Can Python (I'm using 3.5) preempt execution in a C extension? Concurrency: Are Python extensions written in C/C++ affected by the Global Interpreter Lock? Seems to indicate that it doesn't unless the extension specifically yields.
Does Pandas' HDF5 C code implement any yielding for I/O? If so, does this mean that the delay is due to a CPU bounded task? I have disabled indexing.
Any suggestions for how I can get somewhat consistent timings? I'm thinking of moving the HDF5 code into another process. This only helps to a certain extent, though, as I can't really tolerate ~20 second writes anyway, especially when they're unpredictable.
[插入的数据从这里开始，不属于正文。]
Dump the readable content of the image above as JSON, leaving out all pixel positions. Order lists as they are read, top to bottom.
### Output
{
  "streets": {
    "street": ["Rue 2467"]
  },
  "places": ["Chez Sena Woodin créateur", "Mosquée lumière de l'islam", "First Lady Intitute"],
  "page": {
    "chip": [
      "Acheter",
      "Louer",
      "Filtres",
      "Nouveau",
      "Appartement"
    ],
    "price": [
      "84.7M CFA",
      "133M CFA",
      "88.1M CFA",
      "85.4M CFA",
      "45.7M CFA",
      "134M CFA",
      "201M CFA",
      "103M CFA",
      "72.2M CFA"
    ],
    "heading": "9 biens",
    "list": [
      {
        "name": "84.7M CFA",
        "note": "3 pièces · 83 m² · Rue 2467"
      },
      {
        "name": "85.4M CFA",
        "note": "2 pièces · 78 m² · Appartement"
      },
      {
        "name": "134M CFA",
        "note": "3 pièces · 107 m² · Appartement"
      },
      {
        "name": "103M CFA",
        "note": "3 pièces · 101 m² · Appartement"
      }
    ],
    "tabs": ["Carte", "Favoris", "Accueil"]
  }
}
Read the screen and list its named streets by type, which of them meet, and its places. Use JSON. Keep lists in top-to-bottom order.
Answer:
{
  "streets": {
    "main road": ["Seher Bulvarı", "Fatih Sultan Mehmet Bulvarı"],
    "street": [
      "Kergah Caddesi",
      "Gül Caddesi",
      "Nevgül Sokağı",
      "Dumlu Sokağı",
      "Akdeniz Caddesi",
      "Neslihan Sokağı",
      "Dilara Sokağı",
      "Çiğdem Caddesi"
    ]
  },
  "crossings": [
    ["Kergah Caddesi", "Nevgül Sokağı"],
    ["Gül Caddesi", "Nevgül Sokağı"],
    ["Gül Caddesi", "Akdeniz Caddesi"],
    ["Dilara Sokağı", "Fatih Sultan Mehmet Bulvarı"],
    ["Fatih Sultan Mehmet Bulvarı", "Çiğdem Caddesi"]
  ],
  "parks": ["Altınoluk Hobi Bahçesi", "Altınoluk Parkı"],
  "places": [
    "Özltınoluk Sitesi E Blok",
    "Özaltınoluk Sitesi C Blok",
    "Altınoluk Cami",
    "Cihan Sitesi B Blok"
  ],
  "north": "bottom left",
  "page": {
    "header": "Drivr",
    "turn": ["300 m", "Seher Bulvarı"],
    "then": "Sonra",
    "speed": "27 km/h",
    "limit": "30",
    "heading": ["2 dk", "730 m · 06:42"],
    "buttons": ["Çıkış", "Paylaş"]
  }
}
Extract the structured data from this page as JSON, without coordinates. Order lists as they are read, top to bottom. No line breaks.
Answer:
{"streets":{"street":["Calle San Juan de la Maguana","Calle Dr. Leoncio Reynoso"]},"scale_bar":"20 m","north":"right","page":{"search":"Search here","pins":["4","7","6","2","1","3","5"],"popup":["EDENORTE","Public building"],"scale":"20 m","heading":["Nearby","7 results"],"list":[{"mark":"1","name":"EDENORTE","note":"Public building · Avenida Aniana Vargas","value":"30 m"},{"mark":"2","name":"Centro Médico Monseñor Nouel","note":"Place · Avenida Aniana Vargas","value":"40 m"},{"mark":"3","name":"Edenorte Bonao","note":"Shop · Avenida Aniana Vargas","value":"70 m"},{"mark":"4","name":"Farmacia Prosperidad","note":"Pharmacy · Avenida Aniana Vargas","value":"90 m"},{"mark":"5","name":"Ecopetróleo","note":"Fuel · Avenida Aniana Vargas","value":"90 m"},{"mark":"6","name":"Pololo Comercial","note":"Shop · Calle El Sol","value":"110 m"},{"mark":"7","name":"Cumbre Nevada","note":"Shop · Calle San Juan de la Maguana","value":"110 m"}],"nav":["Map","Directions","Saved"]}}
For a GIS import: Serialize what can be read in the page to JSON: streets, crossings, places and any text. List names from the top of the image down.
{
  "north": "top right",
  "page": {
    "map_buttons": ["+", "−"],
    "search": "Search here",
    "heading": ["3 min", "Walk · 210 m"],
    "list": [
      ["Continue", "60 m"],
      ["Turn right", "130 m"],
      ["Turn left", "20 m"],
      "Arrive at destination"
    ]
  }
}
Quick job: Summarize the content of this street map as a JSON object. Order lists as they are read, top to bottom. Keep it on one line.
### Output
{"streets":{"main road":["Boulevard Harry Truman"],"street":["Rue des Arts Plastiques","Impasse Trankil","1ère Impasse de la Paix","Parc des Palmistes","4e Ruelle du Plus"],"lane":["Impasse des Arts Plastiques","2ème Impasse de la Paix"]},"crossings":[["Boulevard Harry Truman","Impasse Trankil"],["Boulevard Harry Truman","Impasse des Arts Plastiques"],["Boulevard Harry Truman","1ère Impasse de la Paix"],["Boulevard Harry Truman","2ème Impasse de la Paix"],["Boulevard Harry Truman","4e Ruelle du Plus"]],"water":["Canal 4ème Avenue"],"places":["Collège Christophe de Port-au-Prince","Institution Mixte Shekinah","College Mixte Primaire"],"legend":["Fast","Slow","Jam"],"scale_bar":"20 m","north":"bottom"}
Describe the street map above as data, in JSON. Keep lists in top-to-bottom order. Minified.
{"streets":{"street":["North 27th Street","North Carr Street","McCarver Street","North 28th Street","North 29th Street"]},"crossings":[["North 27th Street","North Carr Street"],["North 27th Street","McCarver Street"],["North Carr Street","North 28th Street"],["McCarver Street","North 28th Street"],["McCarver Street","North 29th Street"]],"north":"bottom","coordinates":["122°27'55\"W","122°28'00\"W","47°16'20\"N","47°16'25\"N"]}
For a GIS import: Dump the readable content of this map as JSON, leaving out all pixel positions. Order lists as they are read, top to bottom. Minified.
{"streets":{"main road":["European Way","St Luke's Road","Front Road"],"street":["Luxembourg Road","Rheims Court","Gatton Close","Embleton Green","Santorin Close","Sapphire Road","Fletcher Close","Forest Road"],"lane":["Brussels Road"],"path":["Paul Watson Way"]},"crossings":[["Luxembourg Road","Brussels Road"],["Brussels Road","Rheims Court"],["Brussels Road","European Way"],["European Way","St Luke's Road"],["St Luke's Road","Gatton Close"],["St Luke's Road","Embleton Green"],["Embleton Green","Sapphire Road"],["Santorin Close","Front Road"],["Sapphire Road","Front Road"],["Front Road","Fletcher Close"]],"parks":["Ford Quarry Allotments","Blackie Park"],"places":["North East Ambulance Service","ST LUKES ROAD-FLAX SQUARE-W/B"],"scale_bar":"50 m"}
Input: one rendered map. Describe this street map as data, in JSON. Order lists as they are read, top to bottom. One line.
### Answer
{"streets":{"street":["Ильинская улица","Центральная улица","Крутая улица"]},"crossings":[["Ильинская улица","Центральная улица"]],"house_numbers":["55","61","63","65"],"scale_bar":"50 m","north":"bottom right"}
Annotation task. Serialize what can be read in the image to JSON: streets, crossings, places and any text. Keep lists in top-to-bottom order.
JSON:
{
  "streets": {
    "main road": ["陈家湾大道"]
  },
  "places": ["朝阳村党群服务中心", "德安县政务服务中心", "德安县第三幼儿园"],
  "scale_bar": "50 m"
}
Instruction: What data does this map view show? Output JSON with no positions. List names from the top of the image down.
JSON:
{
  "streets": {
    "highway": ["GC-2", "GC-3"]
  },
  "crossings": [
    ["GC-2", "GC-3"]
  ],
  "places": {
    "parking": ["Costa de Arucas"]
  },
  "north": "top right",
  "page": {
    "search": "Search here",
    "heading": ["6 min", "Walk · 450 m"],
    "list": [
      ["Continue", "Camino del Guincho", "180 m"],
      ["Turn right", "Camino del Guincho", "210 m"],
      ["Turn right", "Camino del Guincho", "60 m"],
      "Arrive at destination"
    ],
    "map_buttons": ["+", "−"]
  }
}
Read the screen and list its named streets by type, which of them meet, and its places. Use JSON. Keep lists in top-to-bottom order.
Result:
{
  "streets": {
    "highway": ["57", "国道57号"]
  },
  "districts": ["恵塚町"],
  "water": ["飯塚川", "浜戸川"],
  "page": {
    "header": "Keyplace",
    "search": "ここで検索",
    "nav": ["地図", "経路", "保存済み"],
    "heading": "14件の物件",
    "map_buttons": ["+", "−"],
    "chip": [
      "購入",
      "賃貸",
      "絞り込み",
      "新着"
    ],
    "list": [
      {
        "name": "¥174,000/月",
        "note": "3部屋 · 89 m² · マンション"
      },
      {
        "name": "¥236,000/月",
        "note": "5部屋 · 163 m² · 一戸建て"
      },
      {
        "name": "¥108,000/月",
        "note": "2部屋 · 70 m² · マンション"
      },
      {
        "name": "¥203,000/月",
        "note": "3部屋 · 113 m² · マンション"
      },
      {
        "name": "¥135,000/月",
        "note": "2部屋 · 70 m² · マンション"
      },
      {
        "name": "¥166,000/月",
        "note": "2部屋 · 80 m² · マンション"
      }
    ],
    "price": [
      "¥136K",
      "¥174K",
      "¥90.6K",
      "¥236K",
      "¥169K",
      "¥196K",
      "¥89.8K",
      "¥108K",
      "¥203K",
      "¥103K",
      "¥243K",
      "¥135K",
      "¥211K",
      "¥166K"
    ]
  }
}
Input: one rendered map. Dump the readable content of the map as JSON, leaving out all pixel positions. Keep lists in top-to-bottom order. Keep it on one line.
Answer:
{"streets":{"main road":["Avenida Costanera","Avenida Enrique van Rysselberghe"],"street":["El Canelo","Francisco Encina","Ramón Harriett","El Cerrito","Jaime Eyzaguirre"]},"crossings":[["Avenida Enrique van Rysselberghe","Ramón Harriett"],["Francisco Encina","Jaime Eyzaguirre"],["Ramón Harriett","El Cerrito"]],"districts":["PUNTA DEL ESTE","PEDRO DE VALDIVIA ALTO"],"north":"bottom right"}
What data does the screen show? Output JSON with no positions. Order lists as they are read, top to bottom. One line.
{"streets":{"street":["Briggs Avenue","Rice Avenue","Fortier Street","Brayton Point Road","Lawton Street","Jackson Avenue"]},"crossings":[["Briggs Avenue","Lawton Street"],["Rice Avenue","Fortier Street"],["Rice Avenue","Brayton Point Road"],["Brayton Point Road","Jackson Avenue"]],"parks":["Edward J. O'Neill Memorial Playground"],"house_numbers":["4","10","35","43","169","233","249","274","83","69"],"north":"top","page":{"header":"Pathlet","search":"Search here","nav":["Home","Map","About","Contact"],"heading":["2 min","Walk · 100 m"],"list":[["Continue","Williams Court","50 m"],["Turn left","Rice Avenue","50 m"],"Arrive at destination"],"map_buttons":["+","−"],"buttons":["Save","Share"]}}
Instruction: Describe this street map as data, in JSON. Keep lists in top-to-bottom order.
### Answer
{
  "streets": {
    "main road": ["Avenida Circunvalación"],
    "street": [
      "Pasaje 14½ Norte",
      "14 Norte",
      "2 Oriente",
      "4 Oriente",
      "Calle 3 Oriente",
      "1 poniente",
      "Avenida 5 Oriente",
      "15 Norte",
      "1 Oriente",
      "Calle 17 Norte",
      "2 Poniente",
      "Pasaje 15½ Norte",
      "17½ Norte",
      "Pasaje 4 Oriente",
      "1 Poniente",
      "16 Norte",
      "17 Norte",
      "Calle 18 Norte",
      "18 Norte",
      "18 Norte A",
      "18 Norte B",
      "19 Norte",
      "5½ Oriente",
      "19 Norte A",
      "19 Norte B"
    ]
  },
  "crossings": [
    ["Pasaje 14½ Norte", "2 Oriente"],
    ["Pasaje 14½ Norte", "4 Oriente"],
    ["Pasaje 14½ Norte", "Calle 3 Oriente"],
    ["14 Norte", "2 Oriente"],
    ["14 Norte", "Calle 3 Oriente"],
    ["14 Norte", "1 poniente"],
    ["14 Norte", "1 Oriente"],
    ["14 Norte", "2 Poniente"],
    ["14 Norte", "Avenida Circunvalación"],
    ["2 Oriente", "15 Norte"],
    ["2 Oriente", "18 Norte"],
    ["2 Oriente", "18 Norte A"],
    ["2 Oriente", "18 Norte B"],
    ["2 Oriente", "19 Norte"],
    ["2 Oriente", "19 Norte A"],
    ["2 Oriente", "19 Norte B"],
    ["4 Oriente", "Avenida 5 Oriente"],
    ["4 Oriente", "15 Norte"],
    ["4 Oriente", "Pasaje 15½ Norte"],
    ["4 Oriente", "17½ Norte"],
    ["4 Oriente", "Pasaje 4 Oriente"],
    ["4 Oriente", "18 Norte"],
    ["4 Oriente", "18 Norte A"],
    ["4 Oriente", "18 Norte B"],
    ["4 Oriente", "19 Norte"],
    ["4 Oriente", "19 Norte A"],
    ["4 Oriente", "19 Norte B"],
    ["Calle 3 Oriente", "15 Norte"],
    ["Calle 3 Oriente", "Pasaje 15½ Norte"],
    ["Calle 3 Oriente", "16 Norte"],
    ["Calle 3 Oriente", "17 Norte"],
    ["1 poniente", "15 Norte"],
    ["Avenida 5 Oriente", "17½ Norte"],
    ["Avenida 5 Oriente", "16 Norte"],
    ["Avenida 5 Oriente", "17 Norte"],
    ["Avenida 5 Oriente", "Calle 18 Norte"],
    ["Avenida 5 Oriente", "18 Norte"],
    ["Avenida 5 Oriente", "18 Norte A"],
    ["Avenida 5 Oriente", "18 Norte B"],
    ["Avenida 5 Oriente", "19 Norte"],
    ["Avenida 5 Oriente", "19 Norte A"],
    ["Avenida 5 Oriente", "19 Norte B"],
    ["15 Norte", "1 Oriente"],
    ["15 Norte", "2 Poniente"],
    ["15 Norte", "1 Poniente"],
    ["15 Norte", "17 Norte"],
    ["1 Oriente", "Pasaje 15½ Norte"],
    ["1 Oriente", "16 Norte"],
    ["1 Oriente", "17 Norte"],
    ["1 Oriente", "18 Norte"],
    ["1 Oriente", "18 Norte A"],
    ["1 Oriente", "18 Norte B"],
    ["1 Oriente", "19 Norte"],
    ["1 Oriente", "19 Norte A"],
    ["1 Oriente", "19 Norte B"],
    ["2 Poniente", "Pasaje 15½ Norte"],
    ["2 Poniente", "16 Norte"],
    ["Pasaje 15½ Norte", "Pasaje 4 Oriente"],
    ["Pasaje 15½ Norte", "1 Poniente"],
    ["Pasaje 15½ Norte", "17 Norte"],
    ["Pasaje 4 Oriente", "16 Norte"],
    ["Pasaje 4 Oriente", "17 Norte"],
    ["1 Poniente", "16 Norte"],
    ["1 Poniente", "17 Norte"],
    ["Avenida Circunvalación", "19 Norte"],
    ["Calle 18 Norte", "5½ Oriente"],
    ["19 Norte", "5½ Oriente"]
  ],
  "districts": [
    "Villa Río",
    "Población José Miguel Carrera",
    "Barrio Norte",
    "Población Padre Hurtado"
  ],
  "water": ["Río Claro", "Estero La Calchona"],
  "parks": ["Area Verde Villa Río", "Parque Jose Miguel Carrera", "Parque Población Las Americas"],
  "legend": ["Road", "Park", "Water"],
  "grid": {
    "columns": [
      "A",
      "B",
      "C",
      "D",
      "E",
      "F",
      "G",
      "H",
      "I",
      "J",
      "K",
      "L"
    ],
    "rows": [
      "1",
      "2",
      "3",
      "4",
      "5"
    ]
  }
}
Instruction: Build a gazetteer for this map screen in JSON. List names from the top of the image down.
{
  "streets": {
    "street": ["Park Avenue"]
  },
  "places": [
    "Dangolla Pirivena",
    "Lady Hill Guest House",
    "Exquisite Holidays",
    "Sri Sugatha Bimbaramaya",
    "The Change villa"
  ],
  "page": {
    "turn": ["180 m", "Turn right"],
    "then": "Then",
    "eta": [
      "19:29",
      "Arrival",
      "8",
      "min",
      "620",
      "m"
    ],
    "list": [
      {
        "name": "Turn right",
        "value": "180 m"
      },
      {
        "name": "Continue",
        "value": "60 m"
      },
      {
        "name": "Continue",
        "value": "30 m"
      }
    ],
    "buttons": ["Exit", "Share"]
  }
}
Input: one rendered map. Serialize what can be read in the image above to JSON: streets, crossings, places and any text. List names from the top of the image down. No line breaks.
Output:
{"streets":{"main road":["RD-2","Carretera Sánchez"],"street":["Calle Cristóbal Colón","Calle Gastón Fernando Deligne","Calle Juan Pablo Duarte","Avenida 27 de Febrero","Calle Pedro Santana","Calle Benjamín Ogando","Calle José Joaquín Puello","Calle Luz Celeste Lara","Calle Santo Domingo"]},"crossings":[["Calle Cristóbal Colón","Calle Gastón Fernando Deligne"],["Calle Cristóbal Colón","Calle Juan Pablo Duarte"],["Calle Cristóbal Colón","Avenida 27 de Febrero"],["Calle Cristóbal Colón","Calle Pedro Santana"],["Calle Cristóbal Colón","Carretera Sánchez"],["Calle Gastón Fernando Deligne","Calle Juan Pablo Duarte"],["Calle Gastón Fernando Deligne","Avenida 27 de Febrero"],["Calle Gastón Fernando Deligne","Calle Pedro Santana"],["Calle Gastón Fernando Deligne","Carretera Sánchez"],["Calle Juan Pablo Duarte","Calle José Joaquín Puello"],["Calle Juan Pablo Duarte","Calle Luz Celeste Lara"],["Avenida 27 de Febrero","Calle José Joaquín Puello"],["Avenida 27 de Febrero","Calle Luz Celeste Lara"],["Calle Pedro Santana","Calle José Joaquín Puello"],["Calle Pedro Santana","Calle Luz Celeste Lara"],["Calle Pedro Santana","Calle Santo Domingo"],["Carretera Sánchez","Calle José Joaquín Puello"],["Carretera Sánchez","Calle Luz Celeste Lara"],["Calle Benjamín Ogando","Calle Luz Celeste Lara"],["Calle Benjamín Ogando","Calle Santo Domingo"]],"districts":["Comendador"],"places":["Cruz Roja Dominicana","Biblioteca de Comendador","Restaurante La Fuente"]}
Here's an example you can run to see the issue:

import pandas as pd
import numpy as np
from timeit import default_timer as timer
import datetime
import random
import threading
import time

def write_samples(store, samples, overwrite):
    frame = pd.DataFrame(samples, dtype='float64')

    if not overwrite:
        store.append("df", frame, format='table', index=False)
    else:
        store.put("df", frame, format='table', index=False)

def begin_io():
    store = pd.HDFStore("D:\\slow\\test" + str(random.randint(0,100)) + ".h5", mode='w', complevel=0)

    counter = 0
    while True:
        data = np.random.rand(50000, 1)
        start_time = timer()
        write_samples(store, data, counter == 0)
        end_time = timer()

        print("IO Done      : %s (%.2f ms, %d)" % (datetime.datetime.now(), (end_time - start_time) * 1000, counter))

        counter += 1

    store.close()

def dummy_thread():
    previous = timer()
    while True:
        now = timer()
        print("Dummy Thread  : %s (%d ms)" % (datetime.datetime.now(), (now - previous) * 1000))
        previous = now
        time.sleep(0.01)


if __name__ == '__main__':
    threading.Thread(target=dummy_thread).start()
    begin_io()

You will get output similar to:

IO Done      : 2016-04-08 10:51:14.100479 (3.63 ms, 470)
Dummy Thread  : 2016-04-08 10:51:14.101484 (12 ms)
IO Done      : 2016-04-08 10:51:14.104475 (3.01 ms, 471)
Dummy Thread  : 2016-04-08 10:51:14.576640 (475 ms)
IO Done      : 2016-04-08 10:51:14.576640 (472.00 ms, 472)
Dummy Thread  : 2016-04-08 10:51:14.897756 (321 ms)
IO Done      : 2016-04-08 10:51:14.898782 (320.79 ms, 473)
IO Done      : 2016-04-08 10:51:14.901772 (3.29 ms, 474)
IO Done      : 2016-04-08 10:51:14.905773 (2.84 ms, 475)
IO Done      : 2016-04-08 10:51:14.908775 (2.96 ms, 476)
Dummy Thread  : 2016-04-08 10:51:14.909777 (11 ms)

回答1:

The answer is no, these writers do not release the GIL. See the documentation here. I know you are not actually trying to write with multiple threads, but this should clue you in. There are strong locks that are held when writes happen to really to prevent multiple writing. Both PyTables and h5py do this as its part of the HDF5 standards.

You can look at SWMR, though not directly supported by pandas. PyTables docs here and here point to solutions. These generally involved having a separate process pulling data off of queues and writing it.

This is in generally a much more scalable pattern in any event.

回答2:

Thanks for providing working code. I have modified that to get some insight and later created modified version using multiprocessing.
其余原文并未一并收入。